Framework for Solving Numerically Laminar and Turbulent Flows

Luis M. de la Cruz Salas
uiggi@ixtli.unam.mx

Direccion de Computo para la Investigacion
DGSCA-UNAM, Circuito Exterior de C.U.
Coyoacan, Mexico D.F., MEXICO

Abstract: The mass, momentum and energy conservation equations for non-isothermal, incompressible and Newtonian fluids can be written symbolically in terms of a general non-dimensional partial differential equation. Using this fact, an object-oriented framework for solving numerically this set of equations was developed. This tool includes the possibility of analyzing turbulent flows with the Large-Eddy Simulation or LES model. Natural convection in rectangular cavities is used to construct generic examples of numerical solution of balance equations (Continuity, Navier-Stokes and Energy). The set of equations are discretized using the finite volume method and the pressure coupling is solved using SIMPLEC-like methods, where a pressure correction equation is used to account for mass conservation. In order to display the convenience of using object oriented programming, examples of chaotic mixing flows and turbulent natural convection are presented.

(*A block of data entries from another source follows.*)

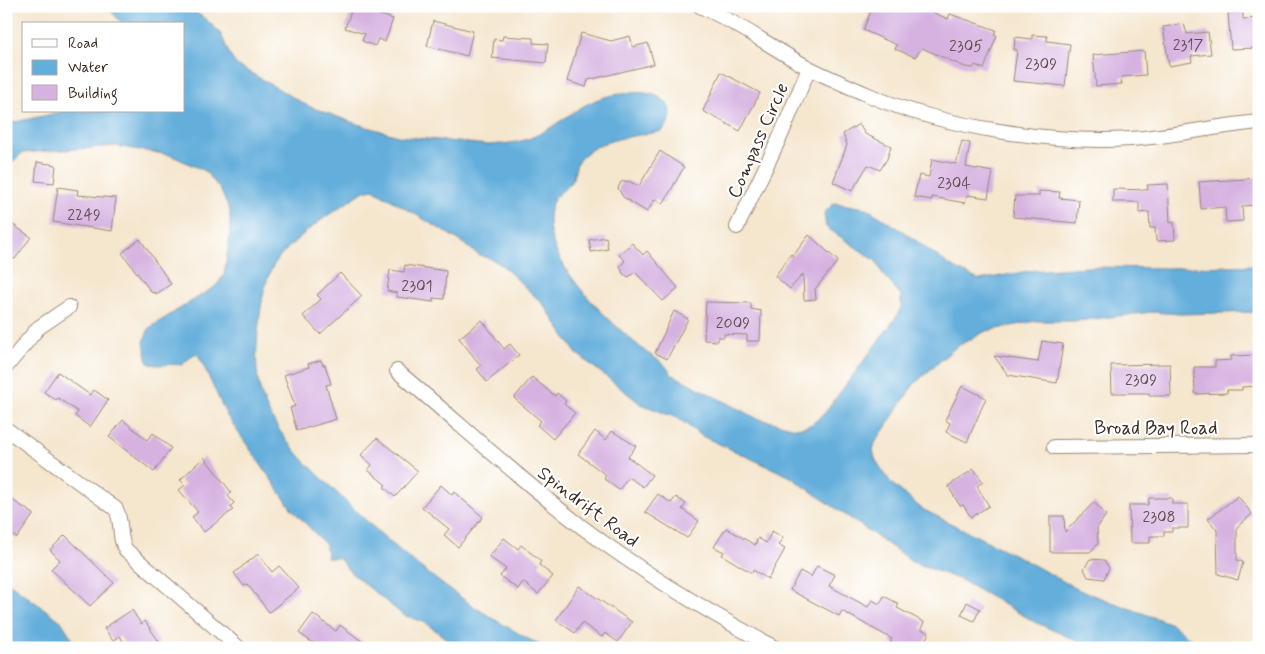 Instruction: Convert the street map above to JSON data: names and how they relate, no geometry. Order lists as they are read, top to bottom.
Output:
{
  "streets": {
    "street": ["Compass Circle", "Broad Bay Road", "Spindrift Road"]
  },
  "house_numbers": [
    "2317",
    "2305",
    "2309",
    "2304",
    "2249",
    "2301",
    "2009",
    "2309",
    "2308"
  ],
  "legend": ["Road", "Water", "Building"]
} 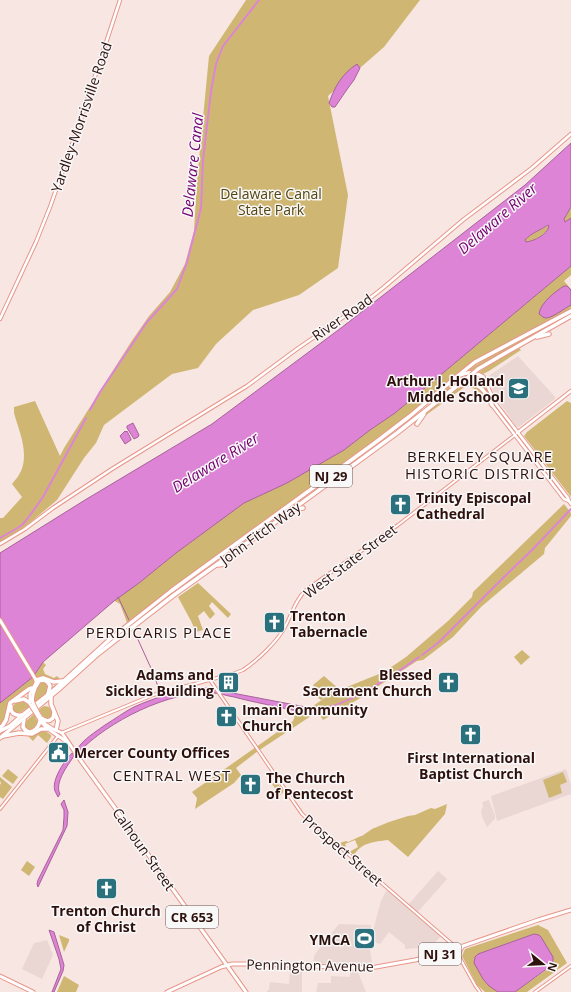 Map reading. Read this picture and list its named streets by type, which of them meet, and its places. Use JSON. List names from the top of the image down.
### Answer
{
  "streets": {
    "highway": ["NJ 29", "John Fitch Way"],
    "main road": [
      "Yardley-Morrisville Road",
      "River Road",
      "West State Street",
      "Calhoun Street",
      "CR 653",
      "NJ 31",
      "Pennington Avenue"
    ],
    "street": ["Prospect Street"]
  },
  "crossings": [
    ["West State Street", "Calhoun Street"],
    ["West State Street", "Prospect Street"],
    ["Calhoun Street", "Pennington Avenue"],
    ["Prospect Street", "Pennington Avenue"]
  ],
  "districts": ["BERKELEY SQUARE HISTORIC DISTRICT", "PERDICARIS PLACE", "CENTRAL WEST"],
  "water": ["Delaware Canal", "Delaware River"],
  "parks": ["Delaware Canal State Park"],
  "places": {
    "school or university": ["Arthur J. Holland Middle School"],
    "church": [
      "Trinity Episcopal Cathedral",
      "Trenton Tabernacle",
      "Blessed Sacrament Church",
      "Imani Community Church",
      "First International Baptist Church",
      "The Church of Pentecost",
      "Trenton Church of Christ"
    ],
    "building": ["Adams and Sickles Building"],
    "public building": ["Mercer County Offices"],
    "sports": ["YMCA"]
  },
  "north": "right"
} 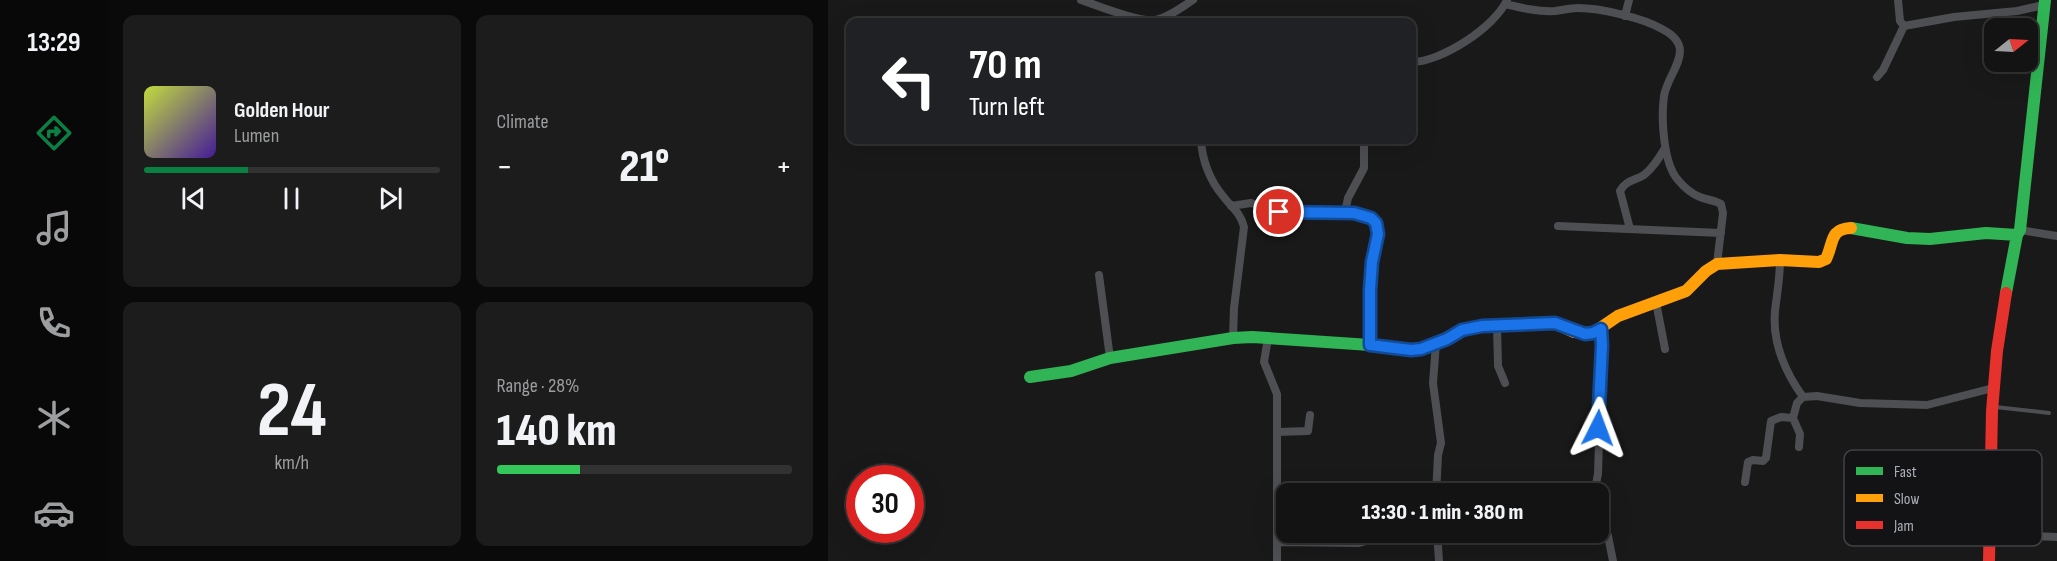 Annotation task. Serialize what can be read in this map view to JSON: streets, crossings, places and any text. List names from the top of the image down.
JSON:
{
  "legend": ["Fast", "Slow", "Jam"],
  "north": "right",
  "page": {
    "tabs": "13:29",
    "tile": [
      "Climate",
      ["24", "km/h"],
      ["Range · 28%", "140 km"]
    ],
    "turn": ["70 m", "Turn left"],
    "song": ["Golden Hour", "Lumen"],
    "heat": ["−", "21°", "+"],
    "limit": "30",
    "trip": "13:30 · 1 min · 380 m"
  }
} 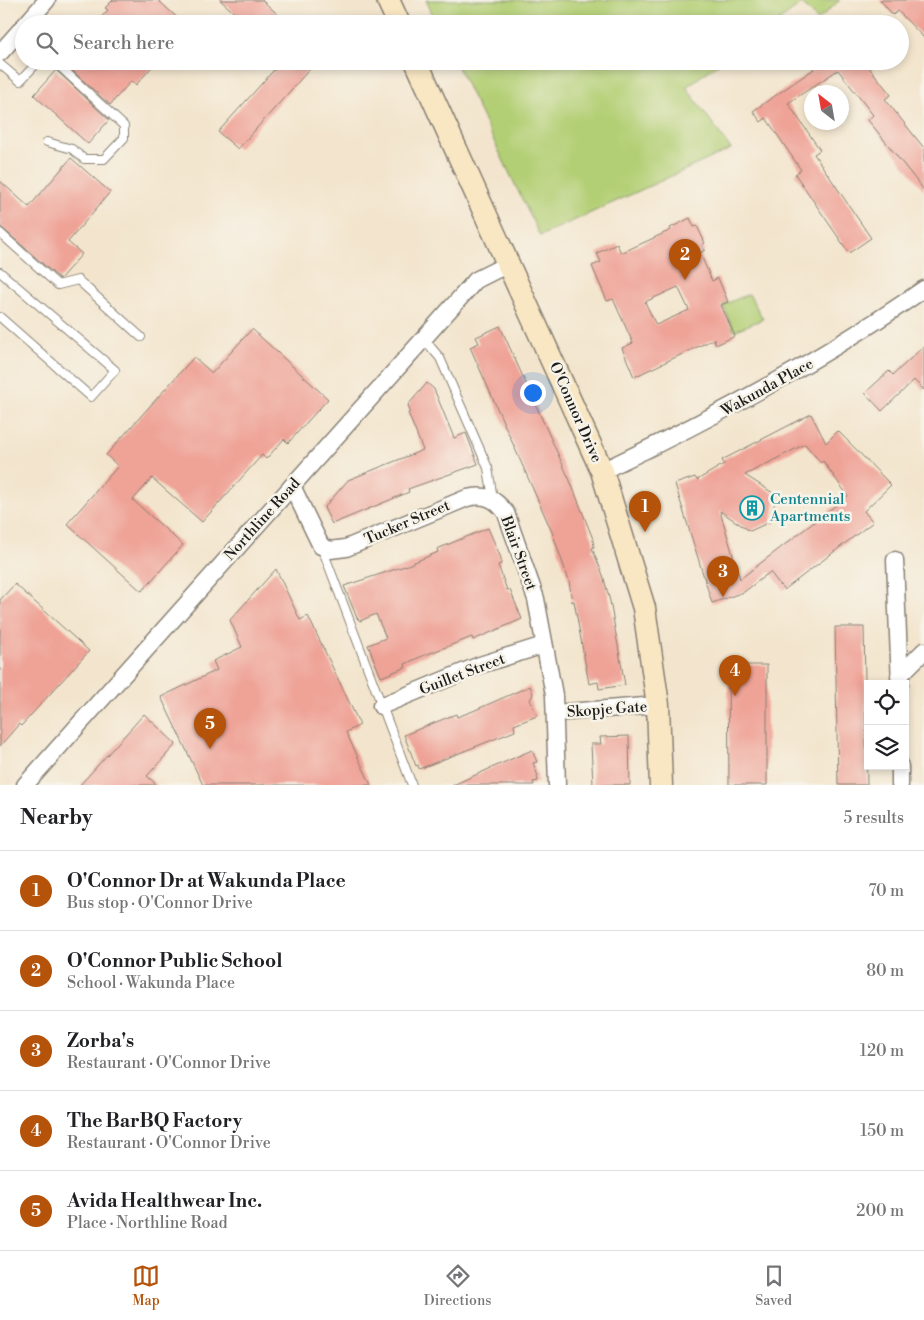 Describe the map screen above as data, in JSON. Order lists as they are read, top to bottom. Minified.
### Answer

WebPage: http://www.labvis.unam.mx/luiggi/English/research.html


Vortex Formation in a Cavity with Oscillating Walls

Guillermo Efrén Ovando Chacón
geoc@cie.unam.mx

Héctor Juárez Valencia
hect@xanum.uam.mx

Guadalupe Huelsz Lesbros
ghl@cie.unam.mx

Centro de Investigación en Energía - UNAM
Departamento Termociencias
Universidad Nacional Autonoma de Mexico

Abstract: The vortex formation in a two-dimensional Cartesian cavity is studied numerically. The governing equations were solved with a finite element method combined with an operator splitting scheme. We analyzed the behavior of vortical structures occurring inside a cavity with an aspect ratio of height to width of 1.5 for three different displacement amplitudes of the vertical oscillatory walls (amplitude/width= Y=0.2, 0.4 and 0.8) and Reynolds numbers based on the cavity width of 50, 500 and 1000. Two vortex formation mechanisms are identified: a) the shear oscillatory motion of the moving boundaries coupled with the fixed walls that provide a translational symmetry-breaking effect and b) the sharp changes in the flow motion when the flow meets the corners of the cavity. The vortices cores were identified using the Jeong-Hussain criterium and it was found that they occupy smaller areas as the Reynolds number increases. All flows studied are cyclic symmetric and are also symmetric with respect to the vertical axis dividing the cavity in two sides; this last symmetry is lost for Re=1000 and Y=0.8. In this case, the unbalance between the vortices on each side of the mid-vertical line generates a vortex that occupies the central part of the cavity.